Foi esse modelo que transformou Portugal, em poucas décadas, numa sociedade artificialmente abastada, com um nível de rendimento aparente que não tinha tradução prática na capacidade de produção de riqueza do país, a qual foi decaindo.
Ano após ano, esta discrepância grosseira, traduzida no défice do Estado galopante e no endividamento das famílias e empresas, entre o que a nossa economia produzia e o que os portugueses teimavam, com o Estado incluído, em gastar, só podia acabar como acabou, ou seja na iminência da uma bancarrota, a qual só foi evitada com o recurso a um humilhante empréstimo internacional.
É esse empréstimo, que tem na troika o seu rosto, que justifica as medidas de austeridade que o país enfrenta e vai continuar a enfrentar nos anos vindouros, implicando políticas de austeridade, algumas das quais cegas, que afetam transversalmente setores da sociedade e da economia que em nada contribuíram para esta crise. E por isso injusto o que se está a passar.
Mas, para mal dos nossos pecados, goste-se ou não, só com esse tipo de austeridade e medidas dantescas para muitos portugueses, sobretudo os mais desfavorecidos, é que os credores aceitariam emprestar dinheiro a um país com um histórico de endividamento excessivo crónico.
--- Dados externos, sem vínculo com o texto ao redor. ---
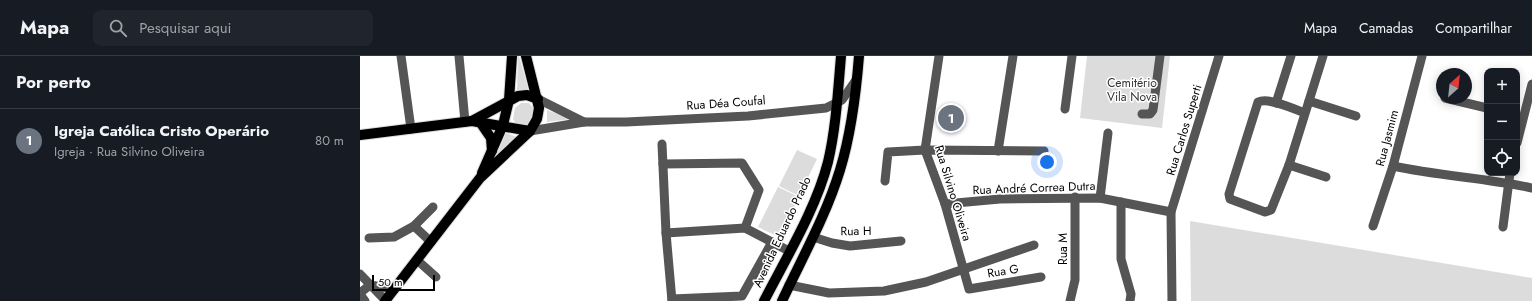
<!DOCTYPE html>
<html lang="pt">
<meta charset="utf-8">
<style>
body{margin:0;font-family:Jost,sans-serif;background:#20242c;color:#f1f3f6}
.controls{position:absolute;right:12px;top:12px;display:grid;overflow:hidden;border-radius:8px;box-shadow:0 2px 10px #0003}
.controls button{width:36px;height:36px;display:grid;place-items:center;padding:0;border:0;border-bottom:1px solid #363941;background:#171b24;color:#f1f3f6;font:20px sans-serif}
.compass{position:absolute;left:1076px;top:12px;width:36px;height:36px;border-radius:50%;background:#171b24;box-shadow:0 2px 10px #0003;rotate:27deg}
.scale{position:absolute;left:12px;bottom:10px;width:63px;box-sizing:border-box;padding-left:4px;border:2px solid #000;border-top:0;font-size:11px;line-height:14px;white-space:nowrap;color:#000;-webkit-text-stroke:3px #fff;paint-order:stroke}
.you{position:absolute;left:687px;top:106px;width:14px;height:14px;margin:-10px;border:3px solid #fff;border-radius:50%;background:#1a73e8;box-shadow:0 0 0 6px #1a73e833}
.badge{display:grid;place-items:center;width:26px;height:26px;border-radius:50%;background:#858687;color:#fff;font-size:13px;font-weight:700}
.pin{position:absolute;translate:-50% -50%;border:2px solid #fff;box-shadow:0 1px 4px #0006}
.list{margin:0;padding:0;list-style:none}
h2{display:flex;justify-content:space-between;align-items:center;height:52px;margin:0;padding:0 16px;font-size:17px}
h2 small{font-size:13px;font-weight:400;color:#9ea1a6}
.list li{display:grid;grid-template-columns:26px 1fr auto;gap:12px;align-items:center;box-sizing:border-box;height:64px;padding:0 16px;border-top:1px solid #363941}
.list b{display:block;font-size:15px;white-space:nowrap}
.list p{margin:0;font-size:13px;white-space:nowrap;color:#9ea1a6}
.list em{font-size:13px;font-style:normal;color:#9ea1a6}
.icon{flex:none;width:22px;height:22px;fill:none;stroke:currentColor;stroke-width:2;stroke-linecap:round;stroke-linejoin:round}
.map{position:relative;flex:none;width:1172px;height:245px;overflow:hidden}
header{display:flex;align-items:center;gap:24px;box-sizing:border-box;height:56px;padding:0 20px;background:#171b24;border-bottom:1px solid #363941}
header strong{font-size:19px}
nav{display:flex;gap:22px;margin-inline-start:auto;font-size:14px}
.search{width:280px;height:36px;background:#20242c;display:flex;align-items:center;gap:10px;box-sizing:border-box;padding:0 14px;border-radius:8px;color:#9ea1a6;font-size:15px}
main{display:flex}
aside{flex:1;background:#171b24}
.map>svg:first-child{display:block}
.green{fill:#dcdcdc}
.lines{fill:none;stroke-linecap:round;stroke-linejoin:round}
.major-casing{stroke:#dbdbdb;stroke-width:12}
.minor{stroke:#555;stroke-width:9}
.major{stroke:#000;stroke-width:10}
.labels{text-anchor:middle;dominant-baseline:central;stroke-width:3;stroke-linejoin:round;paint-order:stroke}
.park-label{font-size:12px;fill:#333;stroke:#fff}
.street-label{font-size:12px;fill:#000;stroke:#fff}
</style>
<header>
<strong>Mapa</strong>
<div class="search"><svg class="icon" aria-label="search" viewBox="0 0 24 24"><circle cx="10" cy="10" r="6"/><path d="M15 15l6 6"/></svg>Pesquisar aqui</div>
<nav><a>Mapa</a><a>Camadas</a><a>Compartilhar</a></nav>
</header>
<main>
<aside>
<h2>Por perto<small></small></h2>
<ul class="list">
<li><span class="badge" style="background:#6b7280">1</span><div><b>Igreja Católica Cristo Operário</b><p>Igreja · Rua Silvino Oliveira</p></div><em>80 m</em></li>
</ul>
</aside>
<div class="map">
<svg width="1172" height="245" viewBox="0 0 1172 245">
<rect width="100%" height="100%" fill="#fff"/>
<g class="green">
<polygon points="158,0 159,0 169,36 157,36"/>
<polygon points="727,0 810,0 802,72 720,62"/>
<polygon points="161,47 169,47 174,53 171,67 167,70 157,69 153,63 155,52"/>
<polygon points="187,54 212,63 187,66"/>
<polygon points="146,77 157,81 134,104"/>
<polygon points="437,94 457,103 439,140 419,130"/>
<polygon points="418,131 439,141 419,181 398,171"/>
<polygon points="830,165 1172,222 1172,245 831,245"/>
</g>
<g class="lines">
<defs>
<g id="major">
<polyline points="112,65 158,40 167,39 178,43"/>
<polyline points="120,66 131,82 132,95"/>
<polyline points="0,79 112,65 170,75"/>
<polyline points="122,117 143,69 149,44 152,0"/>
<polyline points="25,245 120,122 170,75 177,63 179,52 166,0"/>
<path d="M 404,245 C 426,202 456,153 468,106 C 476,72 478,35 481,0"/>
<path d="M 422,245 C 442,202 466,160 480,114 C 491,78 496,38 499,0"/>
</g>
</defs>
<use href="#major" class="major-casing"/>
<g class="minor">
<polyline points="41,0 51,73"/>
<polyline points="99,0 105,66"/>
<polyline points="579,0 565,94 585,148 609,233 681,221"/>
<polyline points="1085,42 1127,52"/>
<polyline points="178,43 224,66"/>
<polyline points="949,45 996,60"/>
<polyline points="916,47 931,0"/>
<polyline points="705,53 712,0"/>
<path d="M 945,57 C 934,53 909,41 898,46 L 869,138 L 870,143 L 905,156 L 911,154 L 929,109 L 963,0"/>
<polyline points="782,58 790,58 793,54 800,0"/>
<polyline points="170,75 224,66 266,66 388,60 466,52 482,44 496,24"/>
<polyline points="1157,87 1172,28"/>
<polyline points="302,88 306,177 385,172 429,195"/>
<polyline points="638,95 653,0"/>
<polyline points="303,108 382,107 399,134 385,172"/>
<polyline points="929,109 966,121"/>
<path d="M 1033,110 C 1079,120 1126,122 1172,132"/>
<polyline points="525,125 528,96 565,94 684,95"/>
<polyline points="740,142 748,77"/>
<polyline points="761,146 761,203 771,238 770,245"/>
<polyline points="585,148 640,143 740,142 811,156"/>
<polyline points="54,170 71,186"/>
<polyline points="1013,170 1033,110 1062,0"/>
<polyline points="1143,171 1150,117"/>
<polyline points="306,177 312,245"/>
<polyline points="453,181 472,187 490,190 541,185"/>
<polyline points="9,182 34,181 54,170 73,151"/>
<polyline points="57,204 76,221"/>
<polyline points="0,218 26,245"/>
<polyline points="429,229 469,237 524,235 566,226 674,189"/>
<polyline points="0,237 10,229 34,233"/>
<polyline points="0,238 5,245"/>
<polyline points="312,243 382,240 412,186"/>
<polyline points="710,245 715,224 715,141"/>
<polyline points="812,245 811,156 859,0"/>
</g>
<use href="#major" class="major"/>
</g>
<g class="labels">
<g class="park-label">
<text x="772" y="27">Cemitério<tspan x="772" dy="14">Vila Nova</tspan></text>
</g>
<g class="street-label">
<text transform="translate(366 47) rotate(-4)">Rua Déa Coufal</text>
<text transform="translate(824 74) rotate(-73)">Rua Carlos Superti</text>
<text transform="translate(1027 82) rotate(-75)">Rua Jasmim</text>
<text transform="translate(674 132) rotate(-2)">Rua André Correa Dutra</text>
<text transform="translate(593 137) rotate(73)">Rua Silvino Oliveira</text>
<text transform="translate(496 175) rotate(-1)">Rua H</text>
<text transform="translate(422 176) rotate(-65)">Avenida Eduardo Prado</text>
<text transform="translate(703 193) rotate(-90)">Rua M</text>
<text transform="translate(643 215) rotate(-9)">Rua G</text>
</g>
</g>
</svg>
<div class="controls">
<button>+</button>
<button>−</button>
<button><svg class="icon" aria-label="locate" viewBox="0 0 24 24"><circle cx="12" cy="12" r="6"/><path d="M12 2v4M12 18v4M2 12h4M18 12h4"/></svg></button>
</div>
<svg class="compass" viewBox="-18 -18 36 36"><path d="M0-13l5 13h-10z" fill="#e53935"/><path d="M0 13l5-13h-10z" fill="#9ea1a6"/></svg>
<div class="scale">50 m</div>
<div class="you"></div>
<div class="pin badge" style="left:591px;top:62px;background:#6b7280">1</div>
</div>
</main>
Pode-se, e bem, questionar se, no plano macroeconómico, o caminho que está a ser seguido é o mais adequado para atingir as metas traçadas pela troika, nomeadamente se as medidas em curso, com os seus efeitos colaterais, não vão matar um doente já em agonia. A reflexão sobre essa matéria tão pertinente ficará para uma próxima oportunidade.
Como cidadão, de 2011, fica-me um travo amargo de intuir que, como noutros momentos aflitivos, mais uma vez não serão responsabilizados os que, pelas políticas adotadas nas últimas décadas, de vários partidos, nos conduziram à situação presente, apesar de terem sido tantas vezes avisados por pessoas de bom-senso.
Nas empresas, quando algo corre mal, os sócios-gerentes são pessoal e duramente responsabilizados pelos eventuais danos causados a terceiros.
Na política, porém, a culpa fica sempre solteira, o que, já se sabe, também explica o afastamento e a desconfiança dos cidadãos face aos políticos.
Eu incluo-me nesse lote de portugueses.